** Opening DATA SUPPLIED block **

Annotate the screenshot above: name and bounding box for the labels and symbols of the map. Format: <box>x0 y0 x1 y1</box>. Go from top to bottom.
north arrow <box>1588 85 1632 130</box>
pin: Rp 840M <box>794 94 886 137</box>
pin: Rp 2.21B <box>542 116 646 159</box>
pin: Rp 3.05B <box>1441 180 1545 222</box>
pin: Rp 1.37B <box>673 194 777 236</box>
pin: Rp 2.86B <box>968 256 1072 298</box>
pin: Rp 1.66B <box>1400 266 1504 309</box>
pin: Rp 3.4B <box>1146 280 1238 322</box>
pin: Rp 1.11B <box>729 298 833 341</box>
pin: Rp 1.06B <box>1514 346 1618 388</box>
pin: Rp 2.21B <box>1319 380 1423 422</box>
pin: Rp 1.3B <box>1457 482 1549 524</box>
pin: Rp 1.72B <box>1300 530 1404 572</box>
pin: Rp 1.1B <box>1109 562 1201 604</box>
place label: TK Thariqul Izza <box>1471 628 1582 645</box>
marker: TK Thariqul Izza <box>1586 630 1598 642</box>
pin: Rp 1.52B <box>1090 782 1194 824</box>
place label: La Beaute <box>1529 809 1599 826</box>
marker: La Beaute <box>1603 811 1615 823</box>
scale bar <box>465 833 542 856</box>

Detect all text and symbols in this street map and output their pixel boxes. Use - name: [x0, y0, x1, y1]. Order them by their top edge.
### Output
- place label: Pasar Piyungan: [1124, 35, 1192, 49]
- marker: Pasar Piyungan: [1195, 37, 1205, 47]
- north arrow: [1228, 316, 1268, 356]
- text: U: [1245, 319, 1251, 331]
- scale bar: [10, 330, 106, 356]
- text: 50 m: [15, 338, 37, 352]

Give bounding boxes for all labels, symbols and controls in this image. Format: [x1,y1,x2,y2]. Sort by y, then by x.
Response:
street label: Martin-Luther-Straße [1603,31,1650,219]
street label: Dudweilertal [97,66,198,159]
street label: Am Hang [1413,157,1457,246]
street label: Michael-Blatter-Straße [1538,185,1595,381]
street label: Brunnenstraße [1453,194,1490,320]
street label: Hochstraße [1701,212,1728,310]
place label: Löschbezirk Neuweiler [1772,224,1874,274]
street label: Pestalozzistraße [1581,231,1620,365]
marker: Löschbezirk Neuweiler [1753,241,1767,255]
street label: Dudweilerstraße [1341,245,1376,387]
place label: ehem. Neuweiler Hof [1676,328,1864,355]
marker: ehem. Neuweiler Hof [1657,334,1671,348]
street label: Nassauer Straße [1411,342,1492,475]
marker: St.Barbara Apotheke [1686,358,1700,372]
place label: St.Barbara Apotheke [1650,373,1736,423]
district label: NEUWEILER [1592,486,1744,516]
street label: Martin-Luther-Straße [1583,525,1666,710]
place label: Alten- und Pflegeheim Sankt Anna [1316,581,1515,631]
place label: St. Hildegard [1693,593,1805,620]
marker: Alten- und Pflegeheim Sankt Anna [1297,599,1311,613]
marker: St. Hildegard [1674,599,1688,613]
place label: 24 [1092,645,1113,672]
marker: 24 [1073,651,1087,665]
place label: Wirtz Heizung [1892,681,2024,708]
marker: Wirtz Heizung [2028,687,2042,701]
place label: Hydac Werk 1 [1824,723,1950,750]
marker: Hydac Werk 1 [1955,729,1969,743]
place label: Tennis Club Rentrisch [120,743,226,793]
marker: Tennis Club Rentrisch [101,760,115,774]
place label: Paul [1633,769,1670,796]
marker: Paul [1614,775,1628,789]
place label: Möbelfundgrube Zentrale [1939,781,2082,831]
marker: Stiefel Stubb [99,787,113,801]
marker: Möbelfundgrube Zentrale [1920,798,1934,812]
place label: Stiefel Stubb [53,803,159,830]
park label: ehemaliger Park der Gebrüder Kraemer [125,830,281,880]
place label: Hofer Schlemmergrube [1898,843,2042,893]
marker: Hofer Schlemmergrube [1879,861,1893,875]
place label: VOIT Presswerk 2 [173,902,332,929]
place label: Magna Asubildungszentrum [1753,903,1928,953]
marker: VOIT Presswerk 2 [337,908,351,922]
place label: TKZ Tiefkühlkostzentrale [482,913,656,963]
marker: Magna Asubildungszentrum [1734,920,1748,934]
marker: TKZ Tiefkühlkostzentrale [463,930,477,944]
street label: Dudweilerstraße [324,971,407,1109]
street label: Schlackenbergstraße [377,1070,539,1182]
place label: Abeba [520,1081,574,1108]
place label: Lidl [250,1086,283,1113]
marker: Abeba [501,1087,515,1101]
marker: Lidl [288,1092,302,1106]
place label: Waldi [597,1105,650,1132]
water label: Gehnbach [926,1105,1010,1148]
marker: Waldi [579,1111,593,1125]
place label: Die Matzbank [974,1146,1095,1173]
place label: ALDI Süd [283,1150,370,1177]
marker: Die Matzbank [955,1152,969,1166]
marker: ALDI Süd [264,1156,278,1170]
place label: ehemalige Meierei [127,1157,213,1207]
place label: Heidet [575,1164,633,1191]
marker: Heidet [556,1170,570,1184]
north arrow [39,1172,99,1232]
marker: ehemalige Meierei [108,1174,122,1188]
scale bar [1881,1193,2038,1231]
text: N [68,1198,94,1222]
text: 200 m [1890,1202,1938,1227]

** Closing DATA SUPPLIED block **

_TASK STATEMENT_.
Output an identical copy of every record above.

_ANSWER FOR THE TASK_.
Annotate the screenshot above: name and bounding box for the labels and symbols of the map. Format: <box>x0 y0 x1 y1</box>. Go from top to bottom.
north arrow <box>1588 85 1632 130</box>
pin: Rp 840M <box>794 94 886 137</box>
pin: Rp 2.21B <box>542 116 646 159</box>
pin: Rp 3.05B <box>1441 180 1545 222</box>
pin: Rp 1.37B <box>673 194 777 236</box>
pin: Rp 2.86B <box>968 256 1072 298</box>
pin: Rp 1.66B <box>1400 266 1504 309</box>
pin: Rp 3.4B <box>1146 280 1238 322</box>
pin: Rp 1.11B <box>729 298 833 341</box>
pin: Rp 1.06B <box>1514 346 1618 388</box>
pin: Rp 2.21B <box>1319 380 1423 422</box>
pin: Rp 1.3B <box>1457 482 1549 524</box>
pin: Rp 1.72B <box>1300 530 1404 572</box>
pin: Rp 1.1B <box>1109 562 1201 604</box>
place label: TK Thariqul Izza <box>1471 628 1582 645</box>
marker: TK Thariqul Izza <box>1586 630 1598 642</box>
pin: Rp 1.52B <box>1090 782 1194 824</box>
place label: La Beaute <box>1529 809 1599 826</box>
marker: La Beaute <box>1603 811 1615 823</box>
scale bar <box>465 833 542 856</box>

Detect all text and symbols in this street map and output their pixel boxes. Use - name: [x0, y0, x1, y1]. Order them by their top edge.
### Output
- place label: Pasar Piyungan: [1124, 35, 1192, 49]
- marker: Pasar Piyungan: [1195, 37, 1205, 47]
- north arrow: [1228, 316, 1268, 356]
- text: U: [1245, 319, 1251, 331]
- scale bar: [10, 330, 106, 356]
- text: 50 m: [15, 338, 37, 352]

Give bounding boxes for all labels, symbols and controls in this image. Format: [x1,y1,x2,y2]. Sort by y, then by x.
Response:
street label: Martin-Luther-Straße [1603,31,1650,219]
street label: Dudweilertal [97,66,198,159]
street label: Am Hang [1413,157,1457,246]
street label: Michael-Blatter-Straße [1538,185,1595,381]
street label: Brunnenstraße [1453,194,1490,320]
street label: Hochstraße [1701,212,1728,310]
place label: Löschbezirk Neuweiler [1772,224,1874,274]
street label: Pestalozzistraße [1581,231,1620,365]
marker: Löschbezirk Neuweiler [1753,241,1767,255]
street label: Dudweilerstraße [1341,245,1376,387]
place label: ehem. Neuweiler Hof [1676,328,1864,355]
marker: ehem. Neuweiler Hof [1657,334,1671,348]
street label: Nassauer Straße [1411,342,1492,475]
marker: St.Barbara Apotheke [1686,358,1700,372]
place label: St.Barbara Apotheke [1650,373,1736,423]
district label: NEUWEILER [1592,486,1744,516]
street label: Martin-Luther-Straße [1583,525,1666,710]
place label: Alten- und Pflegeheim Sankt Anna [1316,581,1515,631]
place label: St. Hildegard [1693,593,1805,620]
marker: Alten- und Pflegeheim Sankt Anna [1297,599,1311,613]
marker: St. Hildegard [1674,599,1688,613]
place label: 24 [1092,645,1113,672]
marker: 24 [1073,651,1087,665]
place label: Wirtz Heizung [1892,681,2024,708]
marker: Wirtz Heizung [2028,687,2042,701]
place label: Hydac Werk 1 [1824,723,1950,750]
marker: Hydac Werk 1 [1955,729,1969,743]
place label: Tennis Club Rentrisch [120,743,226,793]
marker: Tennis Club Rentrisch [101,760,115,774]
place label: Paul [1633,769,1670,796]
marker: Paul [1614,775,1628,789]
place label: Möbelfundgrube Zentrale [1939,781,2082,831]
marker: Stiefel Stubb [99,787,113,801]
marker: Möbelfundgrube Zentrale [1920,798,1934,812]
place label: Stiefel Stubb [53,803,159,830]
park label: ehemaliger Park der Gebrüder Kraemer [125,830,281,880]
place label: Hofer Schlemmergrube [1898,843,2042,893]
marker: Hofer Schlemmergrube [1879,861,1893,875]
place label: VOIT Presswerk 2 [173,902,332,929]
place label: Magna Asubildungszentrum [1753,903,1928,953]
marker: VOIT Presswerk 2 [337,908,351,922]
place label: TKZ Tiefkühlkostzentrale [482,913,656,963]
marker: Magna Asubildungszentrum [1734,920,1748,934]
marker: TKZ Tiefkühlkostzentrale [463,930,477,944]
street label: Dudweilerstraße [324,971,407,1109]
street label: Schlackenbergstraße [377,1070,539,1182]
place label: Abeba [520,1081,574,1108]
place label: Lidl [250,1086,283,1113]
marker: Abeba [501,1087,515,1101]
marker: Lidl [288,1092,302,1106]
place label: Waldi [597,1105,650,1132]
water label: Gehnbach [926,1105,1010,1148]
marker: Waldi [579,1111,593,1125]
place label: Die Matzbank [974,1146,1095,1173]
place label: ALDI Süd [283,1150,370,1177]
marker: Die Matzbank [955,1152,969,1166]
marker: ALDI Süd [264,1156,278,1170]
place label: ehemalige Meierei [127,1157,213,1207]
place label: Heidet [575,1164,633,1191]
marker: Heidet [556,1170,570,1184]
north arrow [39,1172,99,1232]
marker: ehemalige Meierei [108,1174,122,1188]
scale bar [1881,1193,2038,1231]
text: N [68,1198,94,1222]
text: 200 m [1890,1202,1938,1227]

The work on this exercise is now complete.